>>>

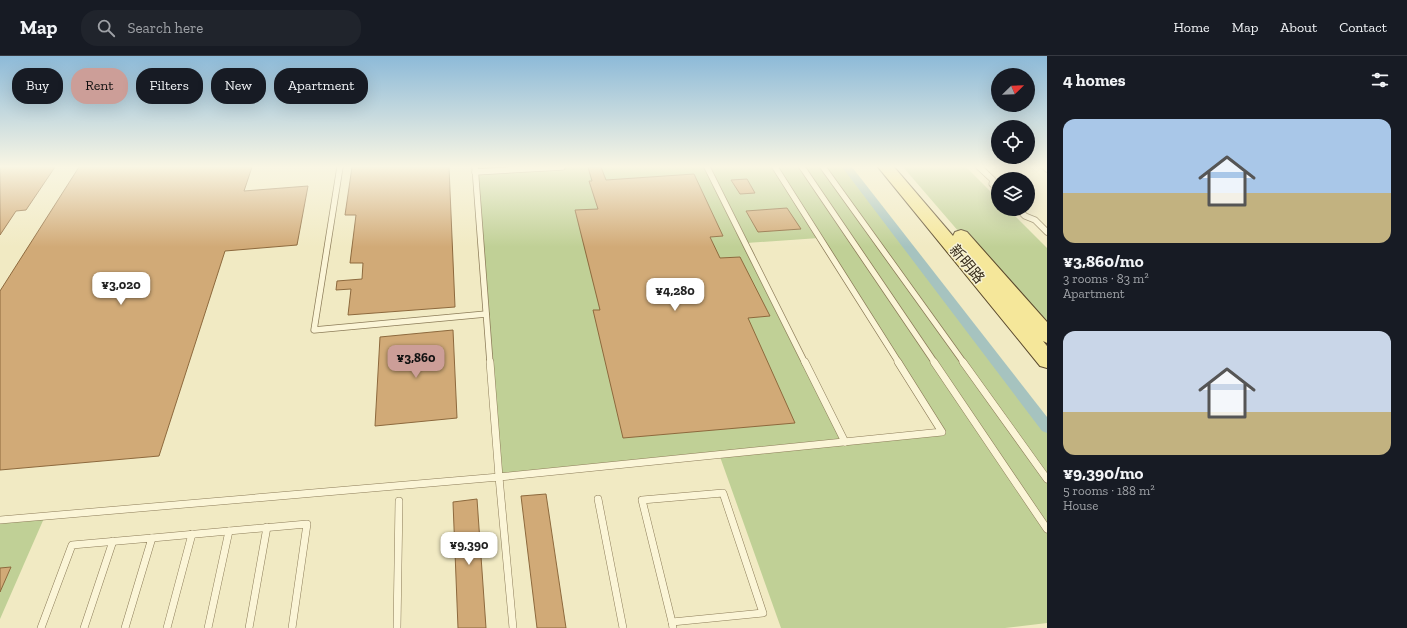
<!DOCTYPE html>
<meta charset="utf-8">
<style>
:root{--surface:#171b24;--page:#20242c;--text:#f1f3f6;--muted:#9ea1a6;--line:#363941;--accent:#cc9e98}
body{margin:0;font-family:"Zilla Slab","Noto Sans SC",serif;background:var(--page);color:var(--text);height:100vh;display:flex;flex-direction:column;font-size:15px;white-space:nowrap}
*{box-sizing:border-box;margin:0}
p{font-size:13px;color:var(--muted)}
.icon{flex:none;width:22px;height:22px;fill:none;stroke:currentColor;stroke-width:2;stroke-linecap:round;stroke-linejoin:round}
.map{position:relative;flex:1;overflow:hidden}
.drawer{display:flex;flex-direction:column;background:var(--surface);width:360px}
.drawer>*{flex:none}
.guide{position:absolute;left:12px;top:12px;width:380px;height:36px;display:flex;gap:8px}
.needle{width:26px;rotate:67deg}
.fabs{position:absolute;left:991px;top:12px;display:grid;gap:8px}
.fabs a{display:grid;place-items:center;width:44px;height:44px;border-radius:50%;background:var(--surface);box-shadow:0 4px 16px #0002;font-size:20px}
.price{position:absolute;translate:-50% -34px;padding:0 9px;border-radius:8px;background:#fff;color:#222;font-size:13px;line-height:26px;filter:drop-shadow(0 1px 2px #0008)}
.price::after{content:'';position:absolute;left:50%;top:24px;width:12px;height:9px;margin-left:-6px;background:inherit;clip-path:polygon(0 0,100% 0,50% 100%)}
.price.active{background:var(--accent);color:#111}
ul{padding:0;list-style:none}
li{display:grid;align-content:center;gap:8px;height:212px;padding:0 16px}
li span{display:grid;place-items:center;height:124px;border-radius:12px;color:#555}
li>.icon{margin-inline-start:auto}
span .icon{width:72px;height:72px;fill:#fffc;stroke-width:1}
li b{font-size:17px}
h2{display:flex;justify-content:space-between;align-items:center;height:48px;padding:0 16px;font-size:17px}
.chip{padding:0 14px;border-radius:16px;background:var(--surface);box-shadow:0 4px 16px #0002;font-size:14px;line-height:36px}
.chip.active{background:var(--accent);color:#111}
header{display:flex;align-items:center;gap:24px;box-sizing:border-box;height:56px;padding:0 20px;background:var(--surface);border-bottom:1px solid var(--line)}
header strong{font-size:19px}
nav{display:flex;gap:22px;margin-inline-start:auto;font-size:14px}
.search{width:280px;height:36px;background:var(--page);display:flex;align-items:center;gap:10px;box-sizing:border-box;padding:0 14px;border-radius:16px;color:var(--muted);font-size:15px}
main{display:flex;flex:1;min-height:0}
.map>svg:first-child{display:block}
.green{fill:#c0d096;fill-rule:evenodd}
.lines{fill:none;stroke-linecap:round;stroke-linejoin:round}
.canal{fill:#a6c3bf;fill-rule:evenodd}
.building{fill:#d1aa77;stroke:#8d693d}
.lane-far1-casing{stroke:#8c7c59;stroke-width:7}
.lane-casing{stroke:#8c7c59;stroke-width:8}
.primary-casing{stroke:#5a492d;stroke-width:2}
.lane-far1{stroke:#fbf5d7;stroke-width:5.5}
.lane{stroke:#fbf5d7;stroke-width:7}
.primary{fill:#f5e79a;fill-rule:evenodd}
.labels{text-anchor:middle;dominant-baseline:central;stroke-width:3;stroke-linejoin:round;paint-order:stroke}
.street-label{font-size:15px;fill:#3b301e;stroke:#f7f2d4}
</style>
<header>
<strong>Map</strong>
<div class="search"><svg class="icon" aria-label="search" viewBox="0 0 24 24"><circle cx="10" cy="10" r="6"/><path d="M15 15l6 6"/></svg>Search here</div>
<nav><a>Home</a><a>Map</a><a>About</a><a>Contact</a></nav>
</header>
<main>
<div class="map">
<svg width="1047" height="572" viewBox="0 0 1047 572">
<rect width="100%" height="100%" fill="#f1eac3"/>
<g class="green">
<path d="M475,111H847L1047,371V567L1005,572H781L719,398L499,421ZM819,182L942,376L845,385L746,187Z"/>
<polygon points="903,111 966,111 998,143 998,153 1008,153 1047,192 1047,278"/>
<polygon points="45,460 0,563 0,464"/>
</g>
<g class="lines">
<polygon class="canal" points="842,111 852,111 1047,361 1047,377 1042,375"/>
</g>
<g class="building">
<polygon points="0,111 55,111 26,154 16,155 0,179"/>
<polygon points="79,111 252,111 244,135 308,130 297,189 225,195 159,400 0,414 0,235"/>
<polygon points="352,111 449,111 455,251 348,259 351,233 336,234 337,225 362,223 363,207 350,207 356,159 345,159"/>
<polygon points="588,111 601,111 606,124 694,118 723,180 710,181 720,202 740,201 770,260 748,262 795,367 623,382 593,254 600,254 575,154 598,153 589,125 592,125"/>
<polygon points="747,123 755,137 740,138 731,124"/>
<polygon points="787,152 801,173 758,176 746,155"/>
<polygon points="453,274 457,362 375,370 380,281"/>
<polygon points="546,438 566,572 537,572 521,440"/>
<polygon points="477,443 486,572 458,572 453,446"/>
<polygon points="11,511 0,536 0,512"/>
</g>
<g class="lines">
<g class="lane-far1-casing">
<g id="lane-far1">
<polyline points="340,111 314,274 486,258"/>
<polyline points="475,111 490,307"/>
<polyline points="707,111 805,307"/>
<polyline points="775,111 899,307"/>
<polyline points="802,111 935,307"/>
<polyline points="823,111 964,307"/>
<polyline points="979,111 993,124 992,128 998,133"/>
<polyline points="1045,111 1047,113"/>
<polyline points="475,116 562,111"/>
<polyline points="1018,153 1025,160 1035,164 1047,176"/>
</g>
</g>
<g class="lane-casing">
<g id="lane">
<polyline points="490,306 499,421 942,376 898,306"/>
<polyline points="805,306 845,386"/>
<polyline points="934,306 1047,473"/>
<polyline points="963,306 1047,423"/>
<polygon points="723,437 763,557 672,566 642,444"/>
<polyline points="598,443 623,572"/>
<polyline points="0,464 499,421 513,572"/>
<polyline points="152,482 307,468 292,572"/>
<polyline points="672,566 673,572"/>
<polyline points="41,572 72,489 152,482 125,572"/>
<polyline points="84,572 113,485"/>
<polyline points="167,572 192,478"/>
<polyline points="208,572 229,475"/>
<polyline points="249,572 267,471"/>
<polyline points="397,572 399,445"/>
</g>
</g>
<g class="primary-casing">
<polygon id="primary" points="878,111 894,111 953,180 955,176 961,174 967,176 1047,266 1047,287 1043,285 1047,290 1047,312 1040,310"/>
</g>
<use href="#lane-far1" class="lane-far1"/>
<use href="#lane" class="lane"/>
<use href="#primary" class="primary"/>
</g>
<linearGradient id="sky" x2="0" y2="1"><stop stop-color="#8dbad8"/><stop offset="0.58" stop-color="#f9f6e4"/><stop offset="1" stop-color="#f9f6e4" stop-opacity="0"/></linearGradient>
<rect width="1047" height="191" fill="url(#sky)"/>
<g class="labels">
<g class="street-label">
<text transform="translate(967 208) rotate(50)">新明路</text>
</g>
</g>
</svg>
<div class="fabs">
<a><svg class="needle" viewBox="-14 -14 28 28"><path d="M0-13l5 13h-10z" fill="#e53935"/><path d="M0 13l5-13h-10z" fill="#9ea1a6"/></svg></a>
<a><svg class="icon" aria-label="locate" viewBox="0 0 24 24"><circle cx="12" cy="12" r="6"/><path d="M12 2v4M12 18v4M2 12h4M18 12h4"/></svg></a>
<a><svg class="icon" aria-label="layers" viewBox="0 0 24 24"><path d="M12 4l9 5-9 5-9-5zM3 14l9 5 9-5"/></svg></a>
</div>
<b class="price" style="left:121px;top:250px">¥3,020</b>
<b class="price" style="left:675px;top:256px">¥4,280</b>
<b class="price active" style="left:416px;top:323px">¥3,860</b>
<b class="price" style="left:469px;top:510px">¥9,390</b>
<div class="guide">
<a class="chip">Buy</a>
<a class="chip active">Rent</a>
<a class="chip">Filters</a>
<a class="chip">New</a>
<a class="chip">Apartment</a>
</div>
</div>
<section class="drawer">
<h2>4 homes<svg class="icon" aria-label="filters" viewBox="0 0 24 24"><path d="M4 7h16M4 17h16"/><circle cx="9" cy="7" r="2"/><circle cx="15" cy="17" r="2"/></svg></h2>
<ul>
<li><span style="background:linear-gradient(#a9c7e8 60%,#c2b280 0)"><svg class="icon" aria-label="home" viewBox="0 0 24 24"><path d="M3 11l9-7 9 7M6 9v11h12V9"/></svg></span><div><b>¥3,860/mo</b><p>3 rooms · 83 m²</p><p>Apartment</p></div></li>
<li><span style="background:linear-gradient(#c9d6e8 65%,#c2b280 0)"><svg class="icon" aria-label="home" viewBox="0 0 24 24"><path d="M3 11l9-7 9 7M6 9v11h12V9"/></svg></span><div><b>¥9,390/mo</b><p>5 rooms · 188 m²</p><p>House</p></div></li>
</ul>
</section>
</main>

<<<

** Your task **
Every line of the listing that includes the word "direction" belongs in the answer.

** Response **
body{margin:0;font-family:"Zilla Slab","Noto Sans SC",serif;background:var(--page);color:var(--text);height:100vh;display:flex;flex-direction:column;font-size:15px;white-space:nowrap}
.drawer{display:flex;flex-direction:column;background:var(--surface);width:360px}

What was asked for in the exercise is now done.